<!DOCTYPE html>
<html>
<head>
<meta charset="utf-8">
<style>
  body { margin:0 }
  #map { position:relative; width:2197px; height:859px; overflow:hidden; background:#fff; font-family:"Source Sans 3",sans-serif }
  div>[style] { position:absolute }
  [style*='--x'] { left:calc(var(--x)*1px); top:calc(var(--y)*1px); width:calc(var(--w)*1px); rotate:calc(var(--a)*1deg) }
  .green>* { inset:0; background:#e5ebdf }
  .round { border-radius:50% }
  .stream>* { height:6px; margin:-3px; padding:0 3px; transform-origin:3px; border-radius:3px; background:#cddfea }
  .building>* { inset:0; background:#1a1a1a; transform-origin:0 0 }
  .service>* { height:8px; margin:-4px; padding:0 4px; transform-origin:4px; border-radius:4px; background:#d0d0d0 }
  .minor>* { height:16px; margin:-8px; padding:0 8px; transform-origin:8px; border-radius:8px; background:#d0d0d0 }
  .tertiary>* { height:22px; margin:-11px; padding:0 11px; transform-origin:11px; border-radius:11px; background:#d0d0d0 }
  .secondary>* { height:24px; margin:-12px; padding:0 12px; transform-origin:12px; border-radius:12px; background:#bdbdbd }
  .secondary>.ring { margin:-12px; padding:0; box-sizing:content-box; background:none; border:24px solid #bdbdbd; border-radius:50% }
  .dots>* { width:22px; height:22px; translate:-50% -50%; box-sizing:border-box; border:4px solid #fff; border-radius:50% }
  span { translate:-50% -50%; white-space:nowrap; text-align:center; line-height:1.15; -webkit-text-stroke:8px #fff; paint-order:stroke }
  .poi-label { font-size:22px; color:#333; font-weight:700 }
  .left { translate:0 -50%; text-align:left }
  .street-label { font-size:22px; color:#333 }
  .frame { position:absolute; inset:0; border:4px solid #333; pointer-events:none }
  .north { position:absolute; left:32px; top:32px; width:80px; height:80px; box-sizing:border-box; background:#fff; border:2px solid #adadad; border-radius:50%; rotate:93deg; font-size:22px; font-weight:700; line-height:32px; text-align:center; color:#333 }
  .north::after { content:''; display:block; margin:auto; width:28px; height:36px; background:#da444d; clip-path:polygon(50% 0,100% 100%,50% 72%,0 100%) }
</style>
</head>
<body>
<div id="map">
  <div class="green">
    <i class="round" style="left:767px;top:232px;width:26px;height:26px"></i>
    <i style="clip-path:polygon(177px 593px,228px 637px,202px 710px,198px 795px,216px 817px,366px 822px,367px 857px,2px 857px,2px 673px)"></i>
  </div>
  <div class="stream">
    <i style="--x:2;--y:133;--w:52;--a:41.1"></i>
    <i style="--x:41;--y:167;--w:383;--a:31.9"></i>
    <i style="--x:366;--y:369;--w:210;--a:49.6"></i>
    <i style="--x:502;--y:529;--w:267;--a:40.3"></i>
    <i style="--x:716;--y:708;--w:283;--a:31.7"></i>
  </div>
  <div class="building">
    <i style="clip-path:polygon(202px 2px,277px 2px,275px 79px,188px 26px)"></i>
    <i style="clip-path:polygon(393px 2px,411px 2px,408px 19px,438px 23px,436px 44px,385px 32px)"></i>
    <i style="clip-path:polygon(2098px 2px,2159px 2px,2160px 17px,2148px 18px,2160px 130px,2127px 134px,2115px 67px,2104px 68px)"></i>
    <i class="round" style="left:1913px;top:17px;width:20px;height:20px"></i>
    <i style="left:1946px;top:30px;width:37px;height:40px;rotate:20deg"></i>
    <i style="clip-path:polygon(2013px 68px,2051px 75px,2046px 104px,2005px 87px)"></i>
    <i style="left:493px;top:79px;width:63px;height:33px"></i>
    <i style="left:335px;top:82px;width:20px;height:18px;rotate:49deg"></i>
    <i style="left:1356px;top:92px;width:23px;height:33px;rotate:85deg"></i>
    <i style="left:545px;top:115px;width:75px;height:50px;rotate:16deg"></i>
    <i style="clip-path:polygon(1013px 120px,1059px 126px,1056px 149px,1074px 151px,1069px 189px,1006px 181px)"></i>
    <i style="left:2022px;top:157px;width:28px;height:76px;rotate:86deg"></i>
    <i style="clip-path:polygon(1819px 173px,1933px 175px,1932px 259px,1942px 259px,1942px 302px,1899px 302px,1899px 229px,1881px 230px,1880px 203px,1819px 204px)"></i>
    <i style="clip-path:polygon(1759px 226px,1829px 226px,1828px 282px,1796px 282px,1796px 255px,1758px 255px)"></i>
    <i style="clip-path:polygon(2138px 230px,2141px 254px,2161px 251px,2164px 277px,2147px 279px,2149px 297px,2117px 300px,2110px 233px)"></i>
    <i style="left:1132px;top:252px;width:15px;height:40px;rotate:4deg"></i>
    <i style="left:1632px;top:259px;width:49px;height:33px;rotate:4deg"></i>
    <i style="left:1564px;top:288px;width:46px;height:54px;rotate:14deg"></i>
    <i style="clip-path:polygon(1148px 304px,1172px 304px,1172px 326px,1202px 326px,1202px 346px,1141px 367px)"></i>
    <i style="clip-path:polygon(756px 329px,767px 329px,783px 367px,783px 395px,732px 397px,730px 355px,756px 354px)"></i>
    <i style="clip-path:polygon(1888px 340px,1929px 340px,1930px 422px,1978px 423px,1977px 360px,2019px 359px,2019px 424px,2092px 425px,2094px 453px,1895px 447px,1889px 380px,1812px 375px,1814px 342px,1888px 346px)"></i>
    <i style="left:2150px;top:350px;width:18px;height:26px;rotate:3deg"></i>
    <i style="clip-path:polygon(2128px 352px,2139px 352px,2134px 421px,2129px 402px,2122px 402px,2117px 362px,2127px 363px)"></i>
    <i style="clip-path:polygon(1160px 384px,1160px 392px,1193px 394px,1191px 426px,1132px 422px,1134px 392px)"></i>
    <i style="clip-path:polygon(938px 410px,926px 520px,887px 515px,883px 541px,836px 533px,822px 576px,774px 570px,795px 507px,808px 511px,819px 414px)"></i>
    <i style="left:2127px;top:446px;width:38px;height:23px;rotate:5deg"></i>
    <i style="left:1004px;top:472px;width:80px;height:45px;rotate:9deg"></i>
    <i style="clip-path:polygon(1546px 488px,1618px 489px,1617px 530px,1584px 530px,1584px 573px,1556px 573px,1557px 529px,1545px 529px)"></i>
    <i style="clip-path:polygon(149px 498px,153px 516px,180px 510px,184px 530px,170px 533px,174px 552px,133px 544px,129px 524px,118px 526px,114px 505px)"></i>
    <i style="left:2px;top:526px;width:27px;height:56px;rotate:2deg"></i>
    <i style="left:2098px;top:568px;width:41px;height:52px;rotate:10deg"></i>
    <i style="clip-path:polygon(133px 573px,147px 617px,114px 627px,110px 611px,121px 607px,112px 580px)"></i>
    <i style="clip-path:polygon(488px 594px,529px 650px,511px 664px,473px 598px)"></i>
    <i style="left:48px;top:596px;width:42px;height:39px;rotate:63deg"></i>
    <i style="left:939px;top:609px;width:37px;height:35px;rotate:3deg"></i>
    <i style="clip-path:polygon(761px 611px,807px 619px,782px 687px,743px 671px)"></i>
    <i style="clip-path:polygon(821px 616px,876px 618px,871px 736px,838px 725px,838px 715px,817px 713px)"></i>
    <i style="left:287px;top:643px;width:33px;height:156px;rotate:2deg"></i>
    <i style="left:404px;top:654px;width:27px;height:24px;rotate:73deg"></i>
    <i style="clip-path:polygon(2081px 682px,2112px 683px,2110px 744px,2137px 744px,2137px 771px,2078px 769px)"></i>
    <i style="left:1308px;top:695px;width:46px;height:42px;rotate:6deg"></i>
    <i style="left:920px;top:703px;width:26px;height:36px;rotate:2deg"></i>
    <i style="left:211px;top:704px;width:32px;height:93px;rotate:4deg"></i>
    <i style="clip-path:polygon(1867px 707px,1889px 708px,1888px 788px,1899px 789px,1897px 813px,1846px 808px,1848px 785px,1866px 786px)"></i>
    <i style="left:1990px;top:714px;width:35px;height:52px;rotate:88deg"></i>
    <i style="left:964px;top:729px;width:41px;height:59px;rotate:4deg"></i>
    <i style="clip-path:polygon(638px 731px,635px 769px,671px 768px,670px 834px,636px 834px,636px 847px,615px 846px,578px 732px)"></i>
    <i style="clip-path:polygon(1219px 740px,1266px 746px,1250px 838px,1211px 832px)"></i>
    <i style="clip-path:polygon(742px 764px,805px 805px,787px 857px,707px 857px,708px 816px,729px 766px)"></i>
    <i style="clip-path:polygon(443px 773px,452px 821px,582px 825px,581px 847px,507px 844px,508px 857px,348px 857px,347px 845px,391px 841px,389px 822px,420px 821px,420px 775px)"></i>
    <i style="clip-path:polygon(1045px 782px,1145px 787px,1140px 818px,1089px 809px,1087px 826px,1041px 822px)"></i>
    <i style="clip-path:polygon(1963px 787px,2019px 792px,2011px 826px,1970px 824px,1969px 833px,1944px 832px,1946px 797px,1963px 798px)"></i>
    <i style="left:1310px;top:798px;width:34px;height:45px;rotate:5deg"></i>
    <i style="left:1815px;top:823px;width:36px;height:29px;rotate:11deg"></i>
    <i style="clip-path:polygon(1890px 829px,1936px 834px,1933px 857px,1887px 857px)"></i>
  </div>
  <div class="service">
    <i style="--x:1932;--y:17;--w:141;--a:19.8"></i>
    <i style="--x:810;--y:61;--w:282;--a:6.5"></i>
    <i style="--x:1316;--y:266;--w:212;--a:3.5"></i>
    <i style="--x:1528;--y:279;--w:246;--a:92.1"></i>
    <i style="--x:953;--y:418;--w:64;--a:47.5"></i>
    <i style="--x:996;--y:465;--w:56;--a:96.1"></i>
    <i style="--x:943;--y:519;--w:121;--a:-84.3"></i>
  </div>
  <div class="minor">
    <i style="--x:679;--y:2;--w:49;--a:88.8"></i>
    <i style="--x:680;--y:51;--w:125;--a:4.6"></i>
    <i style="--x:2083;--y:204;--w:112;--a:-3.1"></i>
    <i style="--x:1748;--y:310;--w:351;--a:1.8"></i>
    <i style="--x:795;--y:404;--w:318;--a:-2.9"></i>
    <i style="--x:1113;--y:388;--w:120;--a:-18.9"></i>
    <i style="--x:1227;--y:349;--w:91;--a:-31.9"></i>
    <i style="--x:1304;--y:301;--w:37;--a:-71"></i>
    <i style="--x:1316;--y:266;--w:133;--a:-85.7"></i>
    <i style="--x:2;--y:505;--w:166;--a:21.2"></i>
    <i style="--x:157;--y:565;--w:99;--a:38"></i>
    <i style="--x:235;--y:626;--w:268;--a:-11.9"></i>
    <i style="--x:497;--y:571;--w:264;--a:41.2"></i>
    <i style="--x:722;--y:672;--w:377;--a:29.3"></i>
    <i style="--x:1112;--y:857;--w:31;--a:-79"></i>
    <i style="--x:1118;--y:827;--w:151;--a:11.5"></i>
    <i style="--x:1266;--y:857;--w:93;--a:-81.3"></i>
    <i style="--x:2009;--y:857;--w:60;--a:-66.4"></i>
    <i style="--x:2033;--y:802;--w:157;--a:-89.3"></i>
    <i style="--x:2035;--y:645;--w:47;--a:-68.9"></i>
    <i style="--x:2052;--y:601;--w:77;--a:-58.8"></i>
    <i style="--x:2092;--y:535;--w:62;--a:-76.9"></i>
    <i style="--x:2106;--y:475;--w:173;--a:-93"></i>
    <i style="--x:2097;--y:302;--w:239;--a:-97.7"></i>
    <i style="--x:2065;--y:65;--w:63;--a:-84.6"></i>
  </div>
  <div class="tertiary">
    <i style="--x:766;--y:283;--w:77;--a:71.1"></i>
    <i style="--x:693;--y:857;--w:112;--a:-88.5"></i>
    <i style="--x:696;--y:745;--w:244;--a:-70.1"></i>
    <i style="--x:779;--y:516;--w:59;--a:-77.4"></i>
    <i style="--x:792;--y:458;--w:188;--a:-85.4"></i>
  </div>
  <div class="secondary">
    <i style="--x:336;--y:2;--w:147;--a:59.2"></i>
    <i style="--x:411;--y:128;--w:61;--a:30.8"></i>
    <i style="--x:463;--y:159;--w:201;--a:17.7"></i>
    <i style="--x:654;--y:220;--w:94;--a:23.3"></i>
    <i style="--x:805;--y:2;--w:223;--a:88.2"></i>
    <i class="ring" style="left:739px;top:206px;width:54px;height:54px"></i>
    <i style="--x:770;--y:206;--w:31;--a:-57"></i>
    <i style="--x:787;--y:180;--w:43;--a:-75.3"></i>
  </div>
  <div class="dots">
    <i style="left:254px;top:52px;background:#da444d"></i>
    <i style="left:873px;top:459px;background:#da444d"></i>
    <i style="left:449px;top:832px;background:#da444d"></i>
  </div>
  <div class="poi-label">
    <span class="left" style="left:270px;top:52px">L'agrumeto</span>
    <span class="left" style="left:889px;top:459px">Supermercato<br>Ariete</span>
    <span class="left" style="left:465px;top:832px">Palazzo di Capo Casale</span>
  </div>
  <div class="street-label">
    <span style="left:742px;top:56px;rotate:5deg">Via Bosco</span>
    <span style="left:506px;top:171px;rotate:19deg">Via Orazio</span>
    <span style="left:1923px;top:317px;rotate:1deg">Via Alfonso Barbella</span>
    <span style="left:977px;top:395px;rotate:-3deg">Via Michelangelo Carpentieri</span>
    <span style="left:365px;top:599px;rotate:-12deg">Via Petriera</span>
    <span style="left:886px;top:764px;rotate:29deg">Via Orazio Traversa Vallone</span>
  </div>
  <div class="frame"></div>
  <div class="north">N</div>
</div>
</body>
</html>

=-=-=

TASK DESCRIPTION
Using the entries above, find all lines with "stream". Copy them.

SOLUTION FOR THIS TASK
  .stream>* { height:6px; margin:-3px; padding:0 3px; transform-origin:3px; border-radius:3px; background:#cddfea }
  <div class="stream">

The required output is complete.